MACRAMÉ Data Shepherding Part 2– Harmonisation towards a common Data Schema

In the first part “MACRAMÉ Data Shepherding – an Approach to the centralised Management of Research Information & Knowledge”, the principle data management concept of MACRAMÉ were outlined, including an elaboration of MACRAMÉ’s implementation of the FAIR principles for internal data sharing, and two new data management tools (i.e. (a) the MACRAMÉ Registry and (b) the instance map tool) as developed in collaboration with the BIO-SUSHY Project. The two tools were used in the first year of the project, to plan the workflows and study designs of the five Use-Cases and to document the status of the data, which was provided by the partners in their internal formats.
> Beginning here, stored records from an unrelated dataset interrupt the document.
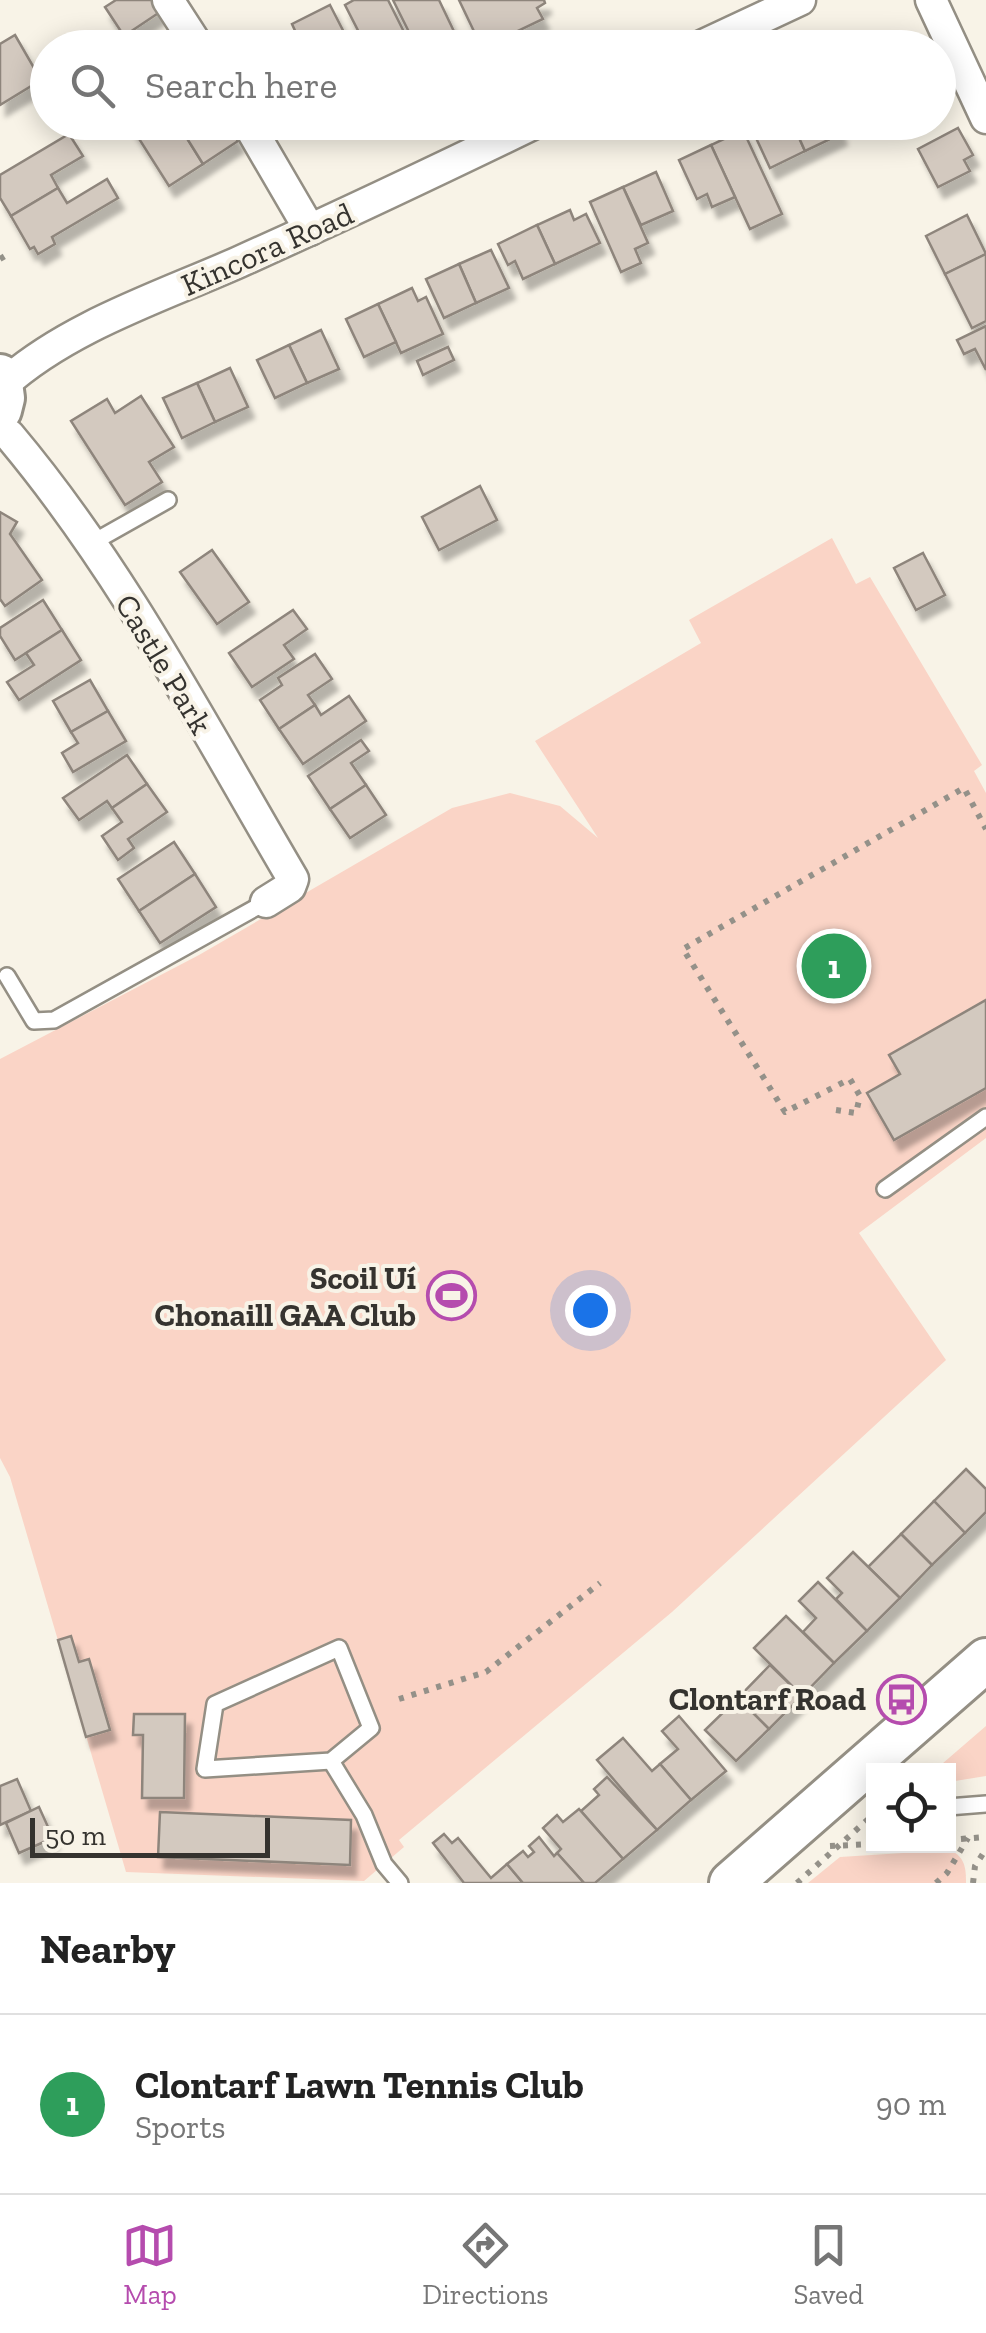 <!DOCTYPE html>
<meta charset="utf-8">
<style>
body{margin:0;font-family:"Zilla Slab",serif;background:#f6f6f6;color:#222}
.controls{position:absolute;right:30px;bottom:30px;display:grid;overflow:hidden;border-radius:0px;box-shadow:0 5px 25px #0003}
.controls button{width:90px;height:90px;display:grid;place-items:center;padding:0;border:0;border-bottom:2px solid #e0e0e0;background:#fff;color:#222;font:50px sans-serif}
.scale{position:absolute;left:30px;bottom:25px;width:240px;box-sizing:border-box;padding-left:10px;border:5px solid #35332f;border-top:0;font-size:28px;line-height:35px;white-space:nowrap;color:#35332f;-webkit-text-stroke:8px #f8f3e7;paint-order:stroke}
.you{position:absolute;left:590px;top:1310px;width:35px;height:35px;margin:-25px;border:8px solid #fff;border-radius:50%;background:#1a73e8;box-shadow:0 0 0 15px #1a73e833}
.badge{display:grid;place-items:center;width:65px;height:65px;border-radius:50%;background:#b54cae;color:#fff;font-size:32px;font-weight:700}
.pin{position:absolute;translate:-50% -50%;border:5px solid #fff;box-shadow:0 2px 10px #0006}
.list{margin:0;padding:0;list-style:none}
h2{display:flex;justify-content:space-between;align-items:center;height:130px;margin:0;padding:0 40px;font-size:42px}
h2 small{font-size:32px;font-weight:400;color:#767676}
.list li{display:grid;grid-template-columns:65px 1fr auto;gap:30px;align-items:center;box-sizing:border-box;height:180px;padding:0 40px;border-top:2px solid #e0e0e0}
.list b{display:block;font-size:38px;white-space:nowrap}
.list p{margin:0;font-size:32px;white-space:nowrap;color:#767676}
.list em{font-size:32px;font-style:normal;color:#767676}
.icon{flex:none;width:55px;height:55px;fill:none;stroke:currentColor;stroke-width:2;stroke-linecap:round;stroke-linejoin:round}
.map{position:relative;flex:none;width:986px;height:1883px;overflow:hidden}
.search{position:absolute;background:#fff;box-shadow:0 5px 25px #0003;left:30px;right:30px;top:30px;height:110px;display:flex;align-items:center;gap:25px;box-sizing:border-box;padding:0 35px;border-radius:55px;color:#767676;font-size:38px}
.sheet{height:310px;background:#fff}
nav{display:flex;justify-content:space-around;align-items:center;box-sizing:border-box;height:140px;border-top:2px solid #e0e0e0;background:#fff;font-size:28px;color:#767676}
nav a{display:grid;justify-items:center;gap:5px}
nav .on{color:#b54cae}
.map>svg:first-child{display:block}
</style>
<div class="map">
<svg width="986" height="1883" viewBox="0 0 986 1883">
<defs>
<filter id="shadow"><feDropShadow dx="6" dy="11" stdDeviation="2.5" flood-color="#0004"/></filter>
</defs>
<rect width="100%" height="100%" fill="#f8f3e7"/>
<g fill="#fad4c6">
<polygon points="832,538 856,584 870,577 982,765 974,771 986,793 986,1138 859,1233 946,1360 672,1612 399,1840 404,1847 364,1881 126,1872 10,1477 0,1458 0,1059 199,955 452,808 510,793 560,806 598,838 535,741 701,643 689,620"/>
<polygon points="986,1726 986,1776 949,1782 948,1770 935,1770"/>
<path d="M950,1850C965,1857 966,1868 966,1883H808L840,1857Z"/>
</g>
<g fill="#d3c9bf" stroke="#8e857c" stroke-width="2.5" filter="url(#shadow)">
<polygon points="116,0 161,0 166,8 124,36 105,7"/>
<polygon points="354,0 388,0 412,48 367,48 345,5"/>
<polygon points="393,0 439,0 460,44 453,48 417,48"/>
<polygon points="459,0 544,0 545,3 537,8 543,19 482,48"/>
<polygon points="330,5 352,48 303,48 292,24"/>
<polygon points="15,35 41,80 0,105 0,44"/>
<polygon points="177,122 203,164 169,186 129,123"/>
<polygon points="180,122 225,122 238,141 203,164 178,124"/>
<polygon points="755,122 792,122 805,151 770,168 750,125"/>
<polygon points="792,122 836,122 841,134 805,151"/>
<polygon points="958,128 973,155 964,160 970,171 938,187 918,149"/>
<polygon points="743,130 782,214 750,229 711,145"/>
<polygon points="69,134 83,156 51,175 58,188 11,216 0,198 0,175"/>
<polygon points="711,145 735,197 712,207 707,194 697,199 679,160"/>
<polygon points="656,172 673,211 641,225 623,187"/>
<polygon points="107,179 118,198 52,237 55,244 38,254 34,247 30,249 11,216 58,188 67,203"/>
<polygon points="623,187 648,243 635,249 641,263 621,272 590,202"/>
<polygon points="570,210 574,220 586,214 600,243 555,264 537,225"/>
<polygon points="967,215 986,254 945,274 926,236"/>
<polygon points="537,225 555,264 523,279 515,261 508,265 498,244"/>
<polygon points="491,250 509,288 476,303 459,264"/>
<polygon points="986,254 986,321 972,328 945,274"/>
<polygon points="459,264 476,303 444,318 426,279"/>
<polygon points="412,288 418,301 426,297 443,334 401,353 378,304"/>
<polygon points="378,304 396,342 364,357 346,319"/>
<polygon points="986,326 986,370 975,349 964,354 957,340"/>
<polygon points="321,330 339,369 307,383 289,345"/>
<polygon points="289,345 307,383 275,398 257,360"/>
<polygon points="448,347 454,360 423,375 417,361"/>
<polygon points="230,368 248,407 215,422 197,383"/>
<polygon points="197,383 215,422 182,438 163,398"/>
<polygon points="141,396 174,447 149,462 162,482 125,505 71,421 107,399 115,413"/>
<polygon points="480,486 497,520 439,550 422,517"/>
<polygon points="0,512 17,522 10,534 42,580 5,606 0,599"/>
<polygon points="212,550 249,602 217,624 180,572"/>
<polygon points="923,553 945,595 916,610 894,568"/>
<polygon points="43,600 62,630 15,660 0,636 0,628"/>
<polygon points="293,610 307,629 284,645 294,659 252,687 229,653"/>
<polygon points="62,630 81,660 19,700 7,682 34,665 26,653"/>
<polygon points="315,654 332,679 308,695 315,705 279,729 260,700 282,685 278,678"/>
<polygon points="90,680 108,711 71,732 53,701"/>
<polygon points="349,696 366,721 303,764 279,729 315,705 321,715"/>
<polygon points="108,711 126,741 73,772 62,753 78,743 71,732"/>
<polygon points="361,740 369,751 351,763 366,785 330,809 308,776"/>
<polygon points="127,755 147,784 112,808 107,801 79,820 63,798"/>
<polygon points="147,784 167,812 128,839 134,848 118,860 102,836 122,822 112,808"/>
<polygon points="366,785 386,815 350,838 330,809"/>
<polygon points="174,842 195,874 139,911 118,879"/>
<polygon points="195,874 216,907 160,943 139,911"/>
<polygon points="986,1000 986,1088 894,1140 867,1093 900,1074 889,1055"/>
<polygon points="966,1469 986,1489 986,1512 965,1533 934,1501"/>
<polygon points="934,1501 965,1533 932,1565 901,1534"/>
<polygon points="901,1534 932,1565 900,1598 868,1567"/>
<polygon points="853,1552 900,1598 867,1631 836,1599 842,1593 827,1578"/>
<polygon points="818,1582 867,1631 834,1663 803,1632 816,1618 799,1601"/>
<polygon points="786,1616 834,1663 802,1696 754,1648"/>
<polygon points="71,1636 79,1662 89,1659 110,1730 86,1737 58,1640"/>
<polygon points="770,1665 802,1696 769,1729 738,1698"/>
<polygon points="738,1698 769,1729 736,1761 705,1730"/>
<polygon points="134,1714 185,1714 184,1798 142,1798 143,1735 133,1735"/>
<polygon points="679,1716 726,1771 691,1800 660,1764 678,1749 662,1731"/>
<polygon points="623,1738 652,1771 660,1764 691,1800 657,1830 597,1760"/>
<polygon points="607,1777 657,1830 623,1859 581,1811 599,1795 594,1789"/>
<polygon points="17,1779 31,1811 0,1825 0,1786"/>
<polygon points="39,1807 53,1838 19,1853 6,1823"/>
<polygon points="579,1809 623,1859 595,1883 584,1883 557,1853 561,1849 543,1828 557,1815 563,1822"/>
<polygon points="160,1812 351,1820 350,1865 158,1857"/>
<polygon points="444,1834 452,1843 458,1838 491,1878 507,1864 523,1883 464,1883 433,1843"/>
<polygon points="539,1837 554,1856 557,1853 584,1883 523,1883 507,1864 523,1851 528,1857 534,1852 529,1846"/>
</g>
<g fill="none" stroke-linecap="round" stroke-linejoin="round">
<defs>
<g id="lane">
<polyline points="90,544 168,500"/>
<polyline points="7,976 34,1021 54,1020 266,902"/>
<polyline points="885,1189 986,1117"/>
<polygon points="339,1648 371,1728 331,1761 205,1769 215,1704"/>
<polyline points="331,1761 364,1815 384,1864 400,1883"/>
<polyline points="948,1807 986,1804"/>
</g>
<g id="street">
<polyline points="168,0 199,48"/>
<polyline points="931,0 986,118"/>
<polyline points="697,48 800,0"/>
<polyline points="247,122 310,230"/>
<path d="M3,385C67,327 160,297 239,262C339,217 438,170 537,122"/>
<path d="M0,431L9,435C122,569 204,728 293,879L290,887L266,902"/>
</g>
<g id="secondary">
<polyline points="0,376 3,398 0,410"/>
<polyline points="731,1883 986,1660"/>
</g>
</defs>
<use href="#lane" stroke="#948f84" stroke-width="20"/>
<use href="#street" stroke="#948f84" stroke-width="35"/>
<use href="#secondary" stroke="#948f84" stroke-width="48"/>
<g stroke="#949189" stroke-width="6" stroke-dasharray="5 8" stroke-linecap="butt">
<polyline points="0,259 10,253"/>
<polyline points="836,1110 856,1113 860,1096 850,1079 785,1112 683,949 964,788 986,829"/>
<polyline points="399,1699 486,1672 600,1583"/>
<polyline points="948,1840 986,1837"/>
<polyline points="830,1846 874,1844"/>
<polyline points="797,1883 874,1814"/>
<polyline points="936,1883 947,1873 968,1838"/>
<polyline points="973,1883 975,1866 986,1849"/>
</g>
<use href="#lane" stroke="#fff" stroke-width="15"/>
<use href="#street" stroke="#fff" stroke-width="30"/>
<use href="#secondary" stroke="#fff" stroke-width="42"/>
</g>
<defs>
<symbol id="stadium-ring" viewBox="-11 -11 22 22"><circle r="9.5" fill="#f8f3e7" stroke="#b54cae" stroke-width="1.5"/><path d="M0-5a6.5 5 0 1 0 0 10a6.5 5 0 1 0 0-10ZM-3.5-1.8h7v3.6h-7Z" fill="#b54cae"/></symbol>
<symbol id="bus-ring" viewBox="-11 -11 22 22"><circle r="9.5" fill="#f8f3e7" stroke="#b54cae" stroke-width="1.5"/><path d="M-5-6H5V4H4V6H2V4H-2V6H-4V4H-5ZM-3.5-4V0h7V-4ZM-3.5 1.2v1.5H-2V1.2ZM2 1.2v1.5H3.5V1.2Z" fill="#b54cae"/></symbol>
</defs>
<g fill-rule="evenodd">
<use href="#stadium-ring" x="424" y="1268" width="55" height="55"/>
<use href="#bus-ring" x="874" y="1672" width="55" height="55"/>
</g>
<g text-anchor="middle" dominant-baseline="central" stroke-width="8" stroke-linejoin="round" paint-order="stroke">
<g font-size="32" fill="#35332f" stroke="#f8f3e7">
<text transform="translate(267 249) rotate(-24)">Kincora Road</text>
<text transform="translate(164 664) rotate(59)">Castle Park</text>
</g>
<g font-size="32" font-weight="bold" fill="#35332f" stroke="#f8f3e7" text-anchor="end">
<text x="416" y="1278">Scoil Uí<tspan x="416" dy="37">Chonaill GAA Club</tspan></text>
<text x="866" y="1699">Clontarf Road</text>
</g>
</g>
</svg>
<div class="controls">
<button><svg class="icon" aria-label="locate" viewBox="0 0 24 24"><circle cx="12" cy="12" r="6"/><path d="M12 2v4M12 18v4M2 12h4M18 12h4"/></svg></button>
</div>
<div class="scale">50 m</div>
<div class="you"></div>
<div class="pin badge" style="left:834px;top:966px;background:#2e9e5b">1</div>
<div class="search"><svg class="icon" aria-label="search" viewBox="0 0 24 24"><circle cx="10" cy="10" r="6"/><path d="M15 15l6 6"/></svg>Search here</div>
</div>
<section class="sheet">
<h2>Nearby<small></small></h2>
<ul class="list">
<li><span class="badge" style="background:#2e9e5b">1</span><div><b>Clontarf Lawn Tennis Club</b><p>Sports</p></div><em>90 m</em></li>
</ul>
</section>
<nav>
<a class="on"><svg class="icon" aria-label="map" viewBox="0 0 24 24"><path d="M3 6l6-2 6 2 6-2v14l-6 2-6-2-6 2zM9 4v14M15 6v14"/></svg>Map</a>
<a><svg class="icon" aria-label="directions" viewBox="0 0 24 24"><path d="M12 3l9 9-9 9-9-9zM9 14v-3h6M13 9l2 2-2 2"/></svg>Directions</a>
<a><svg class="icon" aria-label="saved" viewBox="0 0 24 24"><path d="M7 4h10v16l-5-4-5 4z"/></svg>Saved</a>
</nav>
Thus, these tools were focusing on the F (Findable) and A (Accessible) of FAIR in the form of a one-stop shop for all (Meta)Data (i.e. study designs, method description, protocols/standard operating procedures (SOP), data, presentations, and later publications and reports, as well as a visual representation of the links between different research outputs). To foster the I (Interoperable) and R (Re-usable), an additional third tool is now developed and introduced providing a programming library and scripts to automate workflows for translating (meta)data as provided by the partners into computer-actionable files. These files are structured into a still-to-be-completed harmonised MACRAMÉ (meta)data schema designed to fulfil requirements from data producers, as well as data users.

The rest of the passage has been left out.